I have always been so good at adapting to change, I was what people needed at the right time & at my own detriment. I am a people pleaser; fitting to role that they seem to be lacking at whatever time they are in their lives & as I start to allow my true self to emerge I find that I end up losing all those around me. This really mainly applies to females, as I find my adaptability seems to make the males in my life cling to me & I seem to run from them… Not sure why.

I know I was wrong in my approach to people, but when you have spent your whole life doing so, how do you find yourself in all the personalities that have been created?
Can I bring myself back from the dead?

Spending so much time absorbing the sorrow of all those I have met in my life; bringing them to their happy place & taking up their position in the dark. As I face my rediscovery I fear all the years of trying to be “normal” may come back to haunt me.

Growing up as me… I remember the names I was called by those closet to me…

“bounty” (as in the chocolate bar),
“not black enough”

What does it all mean?

How do I define my ethnicity?

I have always been proud of being British! But everyone around me seems to think that I should define myself as something else, but what?

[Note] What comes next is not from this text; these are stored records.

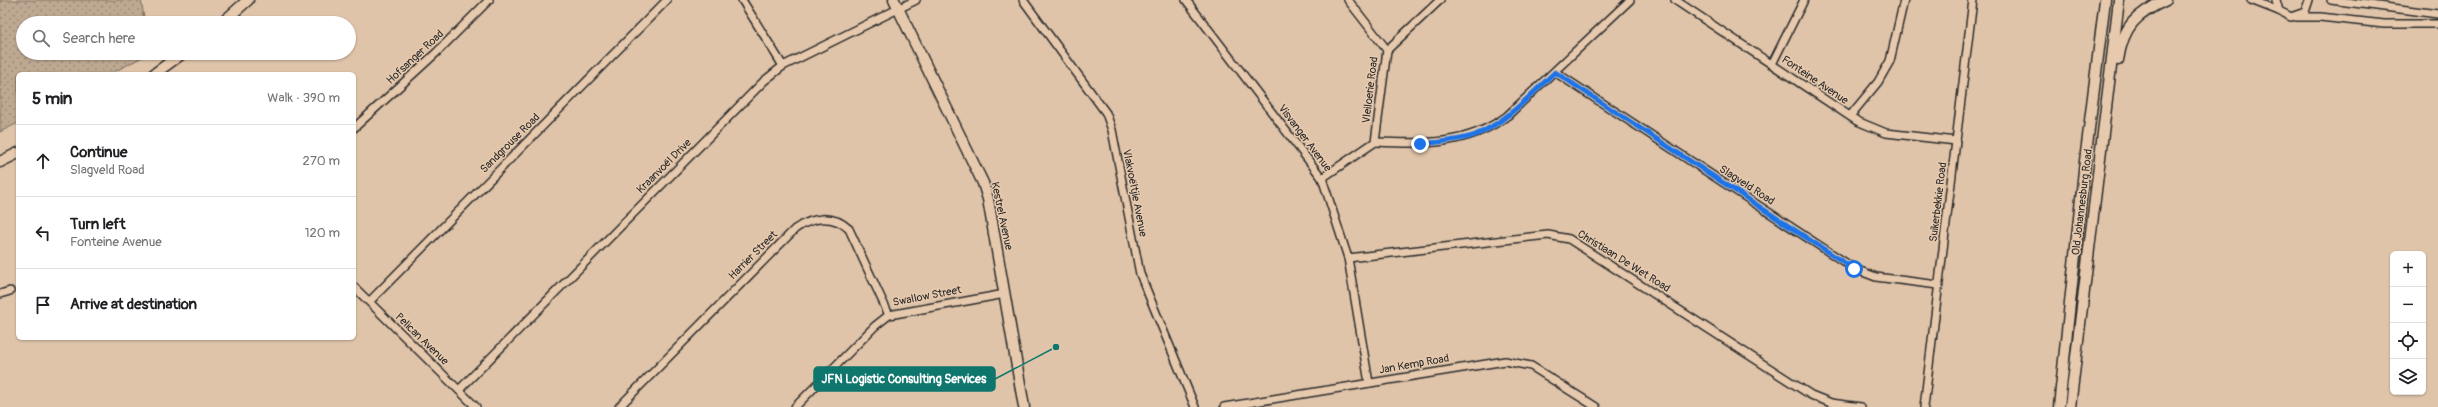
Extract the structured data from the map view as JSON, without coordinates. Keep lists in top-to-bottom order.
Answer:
{
  "streets": {
    "main road": ["Old Johannesburg Road", "Kestrel Avenue"],
    "street": [
      "Hofsanger Road",
      "Fonteine Avenue",
      "Vleiloerie Road",
      "Visvanger Avenue",
      "Sandgrouse Road",
      "Kraanvoël Drive",
      "Slagveld Road",
      "Vlakvoëltjie Avenue",
      "Suikerbekkie Road",
      "Harrier Street",
      "Christiaan De Wet Road",
      "Swallow Street",
      "Pelican Avenue",
      "Jan Kemp Road"
    ]
  },
  "crossings": [
    ["Fonteine Avenue", "Suikerbekkie Road"],
    ["Visvanger Avenue", "Christiaan De Wet Road"],
    ["Visvanger Avenue", "Jan Kemp Road"],
    ["Sandgrouse Road", "Pelican Avenue"],
    ["Kraanvoël Drive", "Kestrel Avenue"],
    ["Kraanvoël Drive", "Pelican Avenue"],
    ["Slagveld Road", "Suikerbekkie Road"],
    ["Kestrel Avenue", "Swallow Street"],
    ["Harrier Street", "Swallow Street"]
  ],
  "places": ["JFN Logistic Consulting Services"],
  "page": {
    "search": "Search here",
    "heading": ["5 min", "Walk · 390 m"],
    "list": [
      ["Continue", "Slagveld Road", "270 m"],
      ["Turn left", "Fonteine Avenue", "120 m"],
      "Arrive at destination"
    ],
    "map_buttons": ["+", "−"]
  }
}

I allow myself to be intimidated by Caucasian people because I relate to their world, but I can never be involved as they seem to think (or those that I meet in my life) that I should be some sort of Ghetto girl, wearing big hooped earrings, batty rider shorts & listen to reggae & rap music.

But… That is not me!

I want to be who I think I am, not who everyone wants me to be.

I dress very differently at work to what I deem my real world. At work when working nights, I wear hoodies & baggy trousers for comfort reasons & during my day shifts I am much more conservative as its the office hours; so I tend to wear dress trousers & sweaters, but obviously summer outfits will be tee-shirts & cardigans. This differs drastically from my out of work outfits which consist of dresses, shorts & vest tops. But I’m very conservative, which is probably from my church upbringing.

My socialising consists of coffee shops, afternoon tea, sitting in bookshops, going to events like Taste London, film festivals (usually horror based)… Also been to a few music festivals. But I’m not keen on night clubs, Ibiza holidays, or being rowdy; I’m not a huge fan of Caribbean food. I know none of this stuff is restrictive to any ethnic group, but I feel that no one allows themselves to know me & what I am like.

My boyfriend suggested that I attend a confidence class because he feel that I am unnecessarily intimidated by people. I know that he is right, but I think it’s because I am afraid of myself. I act upper class & I feel if people find this out they may think I’m trying to be someone I’m not.
Most people that I meet in my world think that as an ethnic minority you are poor & live on a council estate, but I have never experienced that so I can not relate to those who have, regardless of their race.

I remember a discussion we had at work & a colleague referred to growing up on a council estate & I said “I wouldn’t know, I never lived on one”, a Caucasian male colleague involved in the conversation seemed offended & said “I grew up on a estate”; as if disgusted that my parents could afford a house. I couldn’t understand his reaction, like I should apologise for not being poor!

I am who I am & regardless of how hard I try to be what everyone wants me to be, I will never escape from who I am!

I hope this post has not offended anyone; but I feel if I don’t document my progression, I’ll just bottle it all up & no one will ever know my feelings.

People, regardless of their race should be entitled to be who they choose to be!